In practice, R will report the value of the log likelihood of the data; that is, the logarithm of the probability of the observed data coming from the estimated model. For given values of \(p\), \(d\) and \(q\), R will try to maximize the log likelihood when finding parameter estimates.

Information Criteria

Akaike’s Information Criterion (AIC), which was useful in selecting predictors for regression, is also useful for determining the order of an ARIMA model. It can be written as \[ \text{AIC} = -2 \log(L) + 2(p+q+k+1), \] where \(L\) is the likelihood of the data, \(k=1\) if \(c\ne0\) and \(k=0\) if \(c=0\).

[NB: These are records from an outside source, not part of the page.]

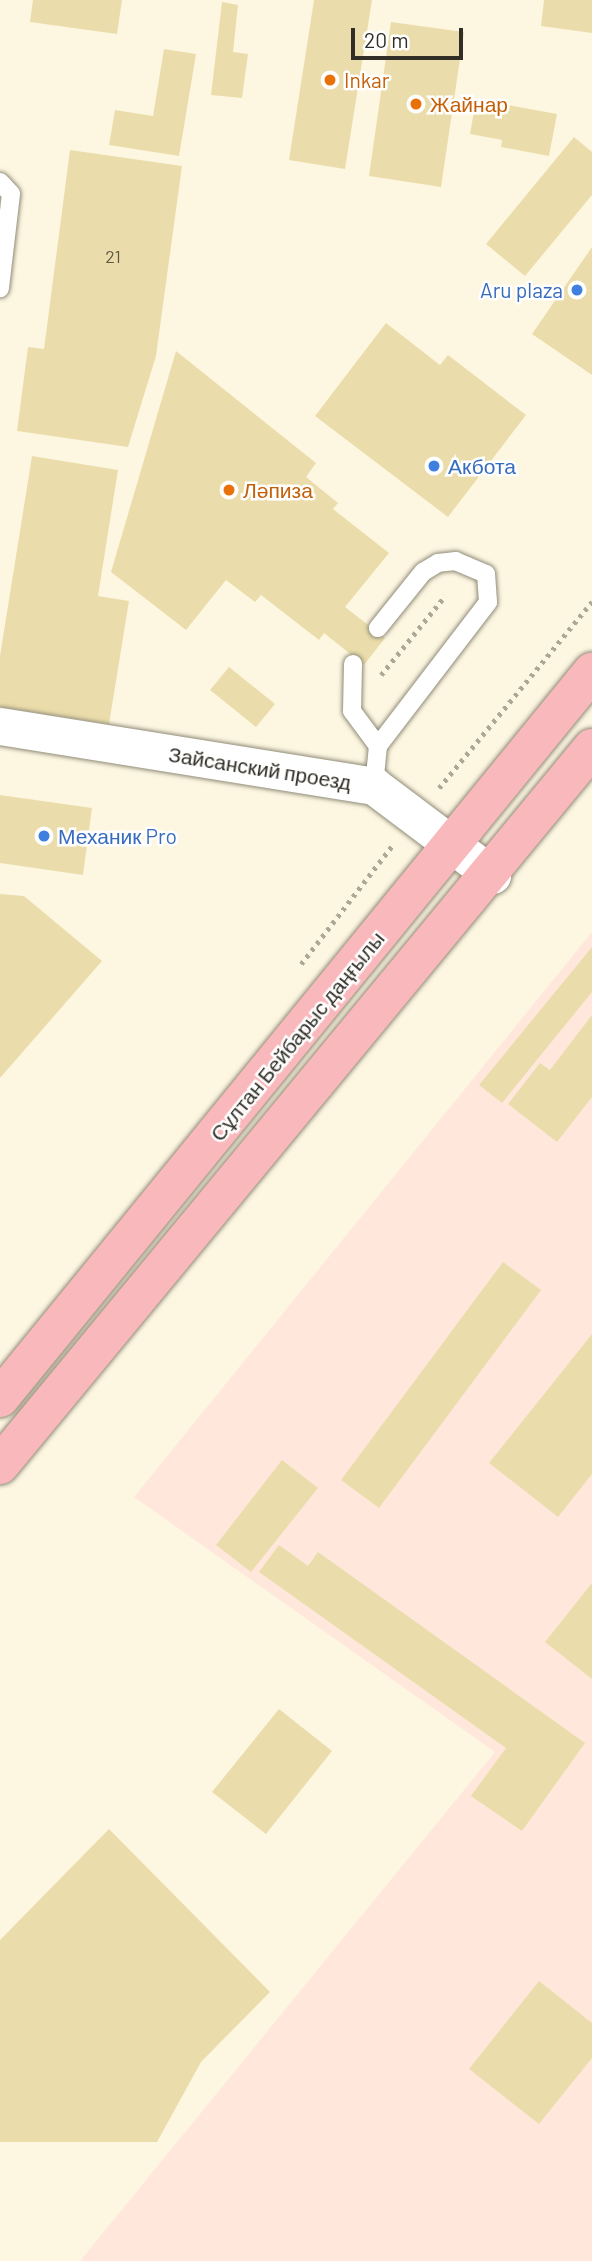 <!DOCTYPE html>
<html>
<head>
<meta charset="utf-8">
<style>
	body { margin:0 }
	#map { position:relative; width:592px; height:2261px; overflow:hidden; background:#fdf7e2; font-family:Barlow,sans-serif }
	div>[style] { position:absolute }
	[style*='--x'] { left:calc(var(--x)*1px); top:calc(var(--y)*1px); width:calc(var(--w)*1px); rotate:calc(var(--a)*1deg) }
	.commercial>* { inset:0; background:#ffe7dc }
	.building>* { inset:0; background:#ebddab }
	.path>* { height:4.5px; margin-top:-2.25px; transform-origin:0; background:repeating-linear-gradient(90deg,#aca898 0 3.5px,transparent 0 8.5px) }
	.roads { filter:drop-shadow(0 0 2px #908b78) drop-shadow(0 0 2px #908b78) }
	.lane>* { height:18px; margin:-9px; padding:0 9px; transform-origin:9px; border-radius:9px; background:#fff }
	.street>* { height:37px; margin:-18.5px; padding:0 18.5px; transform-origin:18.5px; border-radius:18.5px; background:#fff }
	.primary>* { height:38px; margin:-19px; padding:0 19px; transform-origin:19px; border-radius:19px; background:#f9b8bb }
	.dots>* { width:19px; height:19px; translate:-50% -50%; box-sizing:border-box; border:4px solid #fff; border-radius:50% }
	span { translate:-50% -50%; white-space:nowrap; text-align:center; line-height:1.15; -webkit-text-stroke:5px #fff; paint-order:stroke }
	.number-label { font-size:18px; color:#5f5a47 }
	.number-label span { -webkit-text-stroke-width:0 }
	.food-label { font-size:21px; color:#c56008 }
	.left { translate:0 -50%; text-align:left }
	.shop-label { font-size:21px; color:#366cbe }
	.right { translate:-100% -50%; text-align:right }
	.street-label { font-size:21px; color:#302e26 }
	.scale { position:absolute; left:351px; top:28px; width:112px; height:32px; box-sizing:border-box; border:4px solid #302e26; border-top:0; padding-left:9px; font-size:21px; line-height:24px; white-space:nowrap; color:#302e26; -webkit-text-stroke:5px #fff; paint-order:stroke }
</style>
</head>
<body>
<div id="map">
	<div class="commercial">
		<div style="clip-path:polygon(592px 932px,592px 2261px,80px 2261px,495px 1752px,134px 1497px)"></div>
	</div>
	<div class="building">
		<div style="clip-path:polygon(33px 0,122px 0,117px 34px,30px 22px)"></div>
		<div style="clip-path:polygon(314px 0,372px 0,345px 169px,289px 160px)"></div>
		<div style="clip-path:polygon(544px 0,592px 0,592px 33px,541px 26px)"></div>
		<div style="clip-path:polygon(222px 2px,238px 5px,233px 52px,248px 54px,242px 98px,211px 95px)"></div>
		<div style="clip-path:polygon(391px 22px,464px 32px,441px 187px,369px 176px)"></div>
		<div style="clip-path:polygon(164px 49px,196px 54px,179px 156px,109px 145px,115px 110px,153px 116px)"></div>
		<div style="clip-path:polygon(476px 99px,557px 114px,549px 156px,501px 147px,502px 140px,470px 134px)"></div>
		<div style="clip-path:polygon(574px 137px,592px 152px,592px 195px,525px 276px,486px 244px)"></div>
		<div style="clip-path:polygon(70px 150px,182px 166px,156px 356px,128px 447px,17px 431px,28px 347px,44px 349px)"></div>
		<div style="clip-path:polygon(592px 247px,592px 375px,532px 334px)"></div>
		<div style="clip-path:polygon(386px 323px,440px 365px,448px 355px,526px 415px,448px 517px,315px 416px)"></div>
		<div style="clip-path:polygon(176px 351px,316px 463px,306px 477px,338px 503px,333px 509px,389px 553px,345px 607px,385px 638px,364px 665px,324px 633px,319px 640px,261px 595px,255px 602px,226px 580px,186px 630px,111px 572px)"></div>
		<div style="clip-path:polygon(32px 456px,118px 470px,98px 596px,129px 601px,109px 724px,0 707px,0 656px)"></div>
		<div style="clip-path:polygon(229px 667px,275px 704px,256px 727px,210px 690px)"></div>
		<div style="clip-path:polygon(0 795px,92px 808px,83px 875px,0 863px)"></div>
		<div style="clip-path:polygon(0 894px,24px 896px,102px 961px,0 1078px)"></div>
		<div style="clip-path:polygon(592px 947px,592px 992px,502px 1103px,479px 1085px)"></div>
		<div style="clip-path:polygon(592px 1015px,592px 1097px,557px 1142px,508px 1104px,540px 1063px,550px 1070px)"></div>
		<div style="clip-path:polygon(503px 1262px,541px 1290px,379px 1508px,341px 1480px)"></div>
		<div style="clip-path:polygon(592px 1334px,592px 1474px,558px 1517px,489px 1463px)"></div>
		<div style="clip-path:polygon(282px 1460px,318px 1488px,251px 1572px,216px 1545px)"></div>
		<div style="clip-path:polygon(279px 1545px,308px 1566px,318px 1552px,585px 1743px,522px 1831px,471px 1796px,506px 1748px,259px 1572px)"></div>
		<div style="clip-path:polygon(592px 1583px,592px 1679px,545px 1642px)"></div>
		<div style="clip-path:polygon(279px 1709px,332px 1751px,266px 1834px,212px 1792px)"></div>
		<div style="clip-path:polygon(109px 1829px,270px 1992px,201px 2062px,157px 2142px,0 2142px,0 1940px)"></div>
		<div style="clip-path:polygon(539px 1981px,592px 2023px,592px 2058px,539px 2124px,469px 2069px)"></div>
	</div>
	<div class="path">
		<div style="--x:381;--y:675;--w:102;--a:-51"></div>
		<div style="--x:439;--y:788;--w:241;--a:-50.6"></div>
		<div style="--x:301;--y:964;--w:149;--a:-52.4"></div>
	</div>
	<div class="roads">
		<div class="lane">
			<div style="--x:0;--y:182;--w:16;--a:47"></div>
			<div style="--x:11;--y:194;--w:95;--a:96.7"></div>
			<div style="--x:353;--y:664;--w:47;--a:91.2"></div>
			<div style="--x:352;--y:711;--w:44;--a:53.4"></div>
			<div style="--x:374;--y:786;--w:40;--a:-84.3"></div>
			<div style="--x:378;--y:746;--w:181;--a:-52.6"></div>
			<div style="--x:488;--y:602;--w:28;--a:-94"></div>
			<div style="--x:486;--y:574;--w:33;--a:-157"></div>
			<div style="--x:456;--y:561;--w:18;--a:174"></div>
			<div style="--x:438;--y:563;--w:17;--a:149"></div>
			<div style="--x:423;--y:572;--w:72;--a:128.8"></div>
		</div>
		<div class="street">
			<div style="--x:0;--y:726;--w:379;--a:9.1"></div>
			<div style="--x:374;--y:786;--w:148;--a:37"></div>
		</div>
		<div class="primary">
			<div style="--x:0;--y:1398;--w:937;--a:-50.81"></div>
			<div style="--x:0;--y:1465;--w:930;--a:-50.45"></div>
		</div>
	</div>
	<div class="dots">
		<div style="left:330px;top:80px;background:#e8710a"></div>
		<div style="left:416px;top:104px;background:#e8710a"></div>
		<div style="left:577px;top:290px;background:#3f7fe0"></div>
		<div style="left:434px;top:466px;background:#3f7fe0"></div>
		<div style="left:229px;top:490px;background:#e8710a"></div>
		<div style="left:44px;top:836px;background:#3f7fe0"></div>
	</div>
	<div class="number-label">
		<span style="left:113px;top:256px">21</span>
	</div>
	<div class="food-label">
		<span class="left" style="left:344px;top:80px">Inkar</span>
		<span class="left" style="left:430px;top:104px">Жайнар</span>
		<span class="left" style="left:243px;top:490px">Ләпиза</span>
	</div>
	<div class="shop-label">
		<span class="right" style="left:563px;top:290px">Aru plaza</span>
		<span class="left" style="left:448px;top:466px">Акбота</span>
		<span class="left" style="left:58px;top:836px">Механик Pro</span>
	</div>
	<div class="street-label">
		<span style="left:260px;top:768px;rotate:9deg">Зайсанский проезд</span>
		<span style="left:297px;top:1036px;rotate:-51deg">Сұлтан Бейбарыс даңғылы</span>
	</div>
	<div class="scale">20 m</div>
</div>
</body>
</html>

Note that the last term in parentheses is the number of parameters in the model (including \(\sigma^2\), the variance of the residuals).

For ARIMA models, the corrected AIC can be written as \[ \text{AICc} = \text{AIC} + \frac{2(p+q+k+1)(p+q+k+2)}{T-p-q-k-2}, \] and the Bayesian Information Criterion can be written as \[ \text{BIC} = \text{AIC} + [\log(T)-2](p+q+k+1). \] Good models are obtained by minimizing the AIC, AICc or BIC. Our preference is to use the AICc.

It is important to note that these information criteria tend not to be good guides to selectingn the appropriate order of differencing (\(d\)) of a model, but only for selecting the values of \(p\) and \(q\). This is because the differencing changes the data on which the likelihood is computed, making the AIC values between models with different orders of differencing not comparable. So we need to use some other approach to choose \(d\), and then we can use the AICc to select \(p\) and \(q\).